> [Your objective]: Locate each line in the records containing "lines". Copy it.

===== Raw data

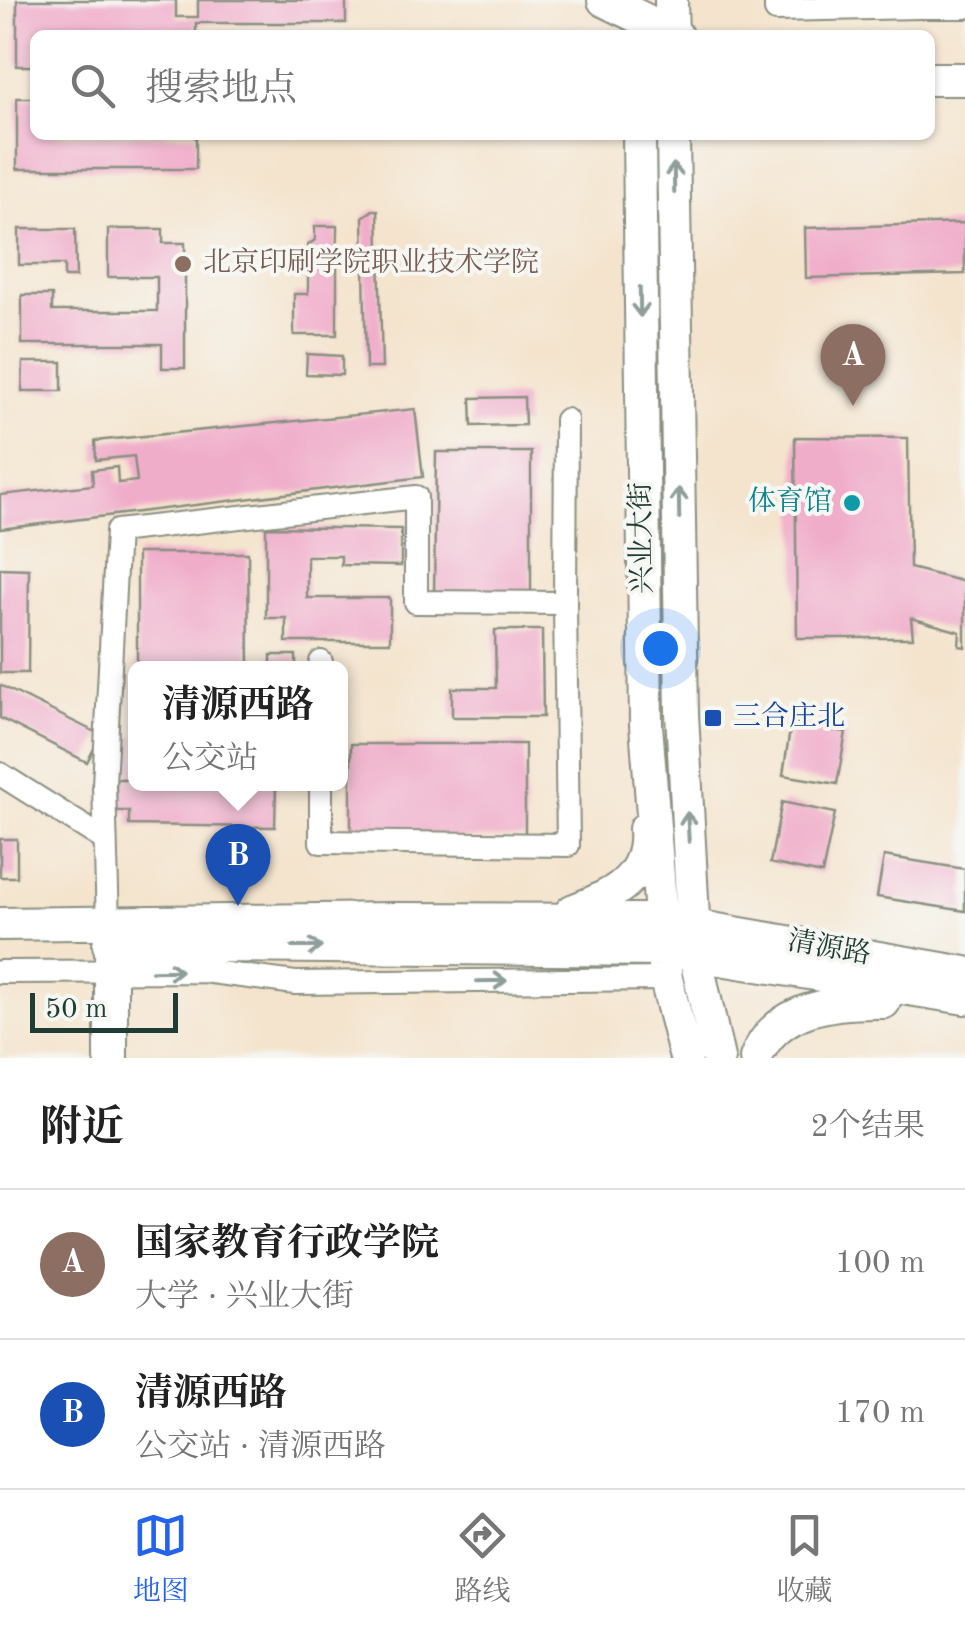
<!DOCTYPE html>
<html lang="zh">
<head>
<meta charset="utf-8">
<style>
  body { margin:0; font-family:"Old Standard TT","Noto Serif SC",serif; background:#f6f6f6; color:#222 }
  .scale { position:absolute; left:30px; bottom:25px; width:148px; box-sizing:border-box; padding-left:10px; border:5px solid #1f3d34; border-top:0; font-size:28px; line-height:35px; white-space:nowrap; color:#1f3d34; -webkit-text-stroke:8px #f6f6f2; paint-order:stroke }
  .you { position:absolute; left:660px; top:648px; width:35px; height:35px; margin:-25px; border:8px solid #fff; border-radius:50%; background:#1a73e8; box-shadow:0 0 0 15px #1a73e833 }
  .badge { display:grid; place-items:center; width:65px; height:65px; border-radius:50%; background:#2563eb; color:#fff; font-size:32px; font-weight:700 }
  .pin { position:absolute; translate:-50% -82px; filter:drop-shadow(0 2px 5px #0008) }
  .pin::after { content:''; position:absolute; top:52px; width:35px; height:30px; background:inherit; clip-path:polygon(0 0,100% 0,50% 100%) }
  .popup { position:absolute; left:128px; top:661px; width:220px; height:130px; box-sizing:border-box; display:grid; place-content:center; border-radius:15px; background:#fff; filter:drop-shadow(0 2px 8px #0005); font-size:32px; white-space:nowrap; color:#767676 }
  .popup b { font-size:38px; color:#222 }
  .popup::after { content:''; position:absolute; left:50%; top:100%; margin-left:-20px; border:20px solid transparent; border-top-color:#fff }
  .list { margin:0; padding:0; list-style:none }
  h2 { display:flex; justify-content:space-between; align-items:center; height:130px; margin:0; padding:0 40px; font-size:42px }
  h2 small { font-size:32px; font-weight:400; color:#767676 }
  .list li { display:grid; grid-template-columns:65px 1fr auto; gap:30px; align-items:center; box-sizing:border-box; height:150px; padding:0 40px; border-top:2px solid #e0e0e0 }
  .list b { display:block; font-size:38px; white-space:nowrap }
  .list p { margin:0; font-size:32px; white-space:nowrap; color:#767676 }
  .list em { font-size:32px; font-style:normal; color:#767676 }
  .icon { flex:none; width:55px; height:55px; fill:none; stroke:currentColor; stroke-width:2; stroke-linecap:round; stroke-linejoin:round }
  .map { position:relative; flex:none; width:965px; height:1058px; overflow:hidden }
  .search { position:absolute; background:#fff; box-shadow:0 2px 8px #0004; left:30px; right:30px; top:30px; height:110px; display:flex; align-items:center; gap:25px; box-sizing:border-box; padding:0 35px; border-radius:15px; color:#767676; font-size:38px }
  .sheet { height:430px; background:#fff }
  nav { display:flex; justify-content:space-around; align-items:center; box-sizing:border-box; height:140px; border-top:2px solid #e0e0e0; background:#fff; font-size:28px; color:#767676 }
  nav a { display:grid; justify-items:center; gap:5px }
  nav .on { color:#2563eb }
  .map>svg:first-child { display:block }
  .building { fill:#f0adca }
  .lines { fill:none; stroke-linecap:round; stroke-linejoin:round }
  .street-casing { stroke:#8a9081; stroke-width:26 }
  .secondary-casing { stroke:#8a9081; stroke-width:36 }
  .street { stroke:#fff; stroke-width:22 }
  .secondary { stroke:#fff; stroke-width:32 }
  .oneway { stroke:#8f9e9a }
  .education-dot { fill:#8d6e63; stroke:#f6f6f2; stroke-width:4 }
  .culture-dot { fill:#0f9aa8; stroke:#f6f6f2; stroke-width:4 }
  .transit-dot { fill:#1a4fb4; stroke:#f6f6f2; stroke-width:4 }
  .labels { text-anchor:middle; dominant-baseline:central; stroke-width:8; stroke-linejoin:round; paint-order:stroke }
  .education-label { font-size:28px; fill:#785e54; stroke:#f6f6f2; text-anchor:start }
  .culture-label { font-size:28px; fill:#0d838f; stroke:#f6f6f2; text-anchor:end }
  .street-label { font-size:28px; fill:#1f3d34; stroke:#f6f6f2 }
  .transit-label { font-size:28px; fill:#164399; stroke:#f6f6f2; text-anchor:start }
</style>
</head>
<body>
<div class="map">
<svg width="965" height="1058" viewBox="0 0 965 1058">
  <rect width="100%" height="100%" fill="#f6f6f2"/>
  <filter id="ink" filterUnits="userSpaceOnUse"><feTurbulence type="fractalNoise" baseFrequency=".01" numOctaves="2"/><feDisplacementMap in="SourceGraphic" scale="20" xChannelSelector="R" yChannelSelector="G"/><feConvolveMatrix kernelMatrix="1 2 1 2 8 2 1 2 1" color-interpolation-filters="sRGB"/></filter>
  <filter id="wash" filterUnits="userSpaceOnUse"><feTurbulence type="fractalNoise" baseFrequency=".0048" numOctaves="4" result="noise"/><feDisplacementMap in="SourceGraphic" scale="40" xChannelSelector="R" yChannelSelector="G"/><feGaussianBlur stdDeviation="2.25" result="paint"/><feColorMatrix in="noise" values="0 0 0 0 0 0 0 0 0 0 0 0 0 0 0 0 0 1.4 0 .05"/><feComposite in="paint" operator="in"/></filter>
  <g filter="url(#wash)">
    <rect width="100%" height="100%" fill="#f4e4ce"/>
    <g id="blocks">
      <path class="building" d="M17 0H176V17H198V0H346V23H196V35H35V66H17Z
        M17 98H35V135H196V169H17Z
        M373 210H378L382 368H366L363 217Z
        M965 223V274L806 278 805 228Z
        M315 226H337V335H294V294H308V245L315 240Z
        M19 229H75L76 277H64V265H19Z
        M108 229H163V243H185V368H162V344H22V295H52V311H157V277H108Z
        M307 354 342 356V375L306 374Z
        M23 362H62V391H22Z
        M524 397 525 425 472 426 471 398Z
        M415 409 423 477 0 529V495L93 485 92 470 117 467 118 483 137 481 134 456 96 460 95 441Z
        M795 437 908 438 910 568 965 582V647L959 646 960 632 911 618 913 638H797Z
        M436 452H531V596L434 595Z
        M266 527 401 529V566L341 565V556H307V598H390V642H286V618H266Z
        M137 553H248L249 668H137Z
        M0 568 29 569 28 673H0Z
        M495 630H542L543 717H452V688H496Z
        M271 655H296V668H271Z
        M0 685 101 735 87 762 0 718Z
        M791 723 846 732 837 784 783 775Z
        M129 736 136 737V784H276L275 827 129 825V811H116V779H129Z
        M351 744H525V838H351Z
        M782 802 835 813 822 874 770 863Z
        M0 839H17V877H0Z
        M884 856 965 869V911L877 897Z"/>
    </g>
  </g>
  <g filter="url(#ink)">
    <use href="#blocks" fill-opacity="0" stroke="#8a9081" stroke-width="2.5"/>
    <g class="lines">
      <defs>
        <path id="street" d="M776 0V10L920 7
          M920 0V7H965
          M321 662V668
          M0 774 105 840
          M321 784V842L568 845 565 603
          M108 924 104 785 117 531 416 497V602L565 603 566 420
          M0 972 203 971 295 983 666 979"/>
        <path id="secondary" d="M604 0 676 35
          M671 0 672 35
          M930 79H965
          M639 135 646 725 666 979 686 1058
          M673 135 682 714 695 954 718 1058
          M572 911C611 896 649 880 645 829
          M0 924 394 919 660 920 965 973
          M109 945 664 950 965 998
          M111 1058V945
          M756 1058C776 1006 836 1001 884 1002"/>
      </defs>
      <use href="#street" class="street-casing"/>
      <use href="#secondary" class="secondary-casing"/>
      <use href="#street" class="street"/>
      <use href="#secondary" class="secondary"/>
    </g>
    <defs><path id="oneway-shaft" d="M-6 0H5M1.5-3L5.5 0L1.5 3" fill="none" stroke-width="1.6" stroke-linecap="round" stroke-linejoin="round" transform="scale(2.5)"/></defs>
    <g class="oneway">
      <use href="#oneway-shaft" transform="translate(674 178) rotate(-91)"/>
      <use href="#oneway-shaft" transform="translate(640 302) rotate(89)"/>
      <use href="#oneway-shaft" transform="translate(679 503) rotate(-91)"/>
      <use href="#oneway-shaft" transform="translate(688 827) rotate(-93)"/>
      <use href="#oneway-shaft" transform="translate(307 947)"/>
      <use href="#oneway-shaft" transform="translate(167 971) rotate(-1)"/>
      <use href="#oneway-shaft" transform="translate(492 981) rotate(-1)"/>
    </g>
  </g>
  <circle class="education-dot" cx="183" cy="264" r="10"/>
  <circle class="culture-dot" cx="852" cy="503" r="10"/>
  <rect class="transit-dot" x="703" y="708" width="20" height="20" rx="5"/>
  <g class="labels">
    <g class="education-label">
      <text x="203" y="264">北京印刷学院职业技术学院</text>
    </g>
    <g class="culture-label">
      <text x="832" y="503">体育馆</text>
    </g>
    <g class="street-label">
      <text transform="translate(643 538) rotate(-91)">兴业大街</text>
      <text transform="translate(829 949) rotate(10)">清源路</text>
    </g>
    <g class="transit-label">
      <text x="733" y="718">三合庄北</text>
    </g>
  </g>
</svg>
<div class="scale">50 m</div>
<div class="you"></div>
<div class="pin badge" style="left:853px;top:406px;background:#8d6e63">A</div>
<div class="pin badge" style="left:238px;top:906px;background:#1a4fb4">B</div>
<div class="popup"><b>清源西路</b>公交站</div>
<div class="search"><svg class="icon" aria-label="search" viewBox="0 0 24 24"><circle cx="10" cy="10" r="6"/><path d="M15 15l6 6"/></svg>搜索地点</div>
</div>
<section class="sheet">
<h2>附近<small>2个结果</small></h2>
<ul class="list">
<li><span class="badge" style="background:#8d6e63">A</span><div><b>国家教育行政学院</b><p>大学 · 兴业大街</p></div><em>100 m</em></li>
<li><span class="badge" style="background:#1a4fb4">B</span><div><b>清源西路</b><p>公交站 · 清源西路</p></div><em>170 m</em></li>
</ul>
</section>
<nav>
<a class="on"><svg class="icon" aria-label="map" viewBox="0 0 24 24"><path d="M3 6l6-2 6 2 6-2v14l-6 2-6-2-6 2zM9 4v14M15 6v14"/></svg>地图</a>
<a><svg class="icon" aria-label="directions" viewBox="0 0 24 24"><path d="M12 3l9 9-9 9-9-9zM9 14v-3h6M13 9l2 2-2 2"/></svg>路线</a>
<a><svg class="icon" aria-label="saved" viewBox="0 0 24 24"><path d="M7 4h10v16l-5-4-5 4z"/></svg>收藏</a>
</nav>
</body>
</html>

==========

> [Written reply]:
  .lines { fill:none; stroke-linecap:round; stroke-linejoin:round }
    <g class="lines">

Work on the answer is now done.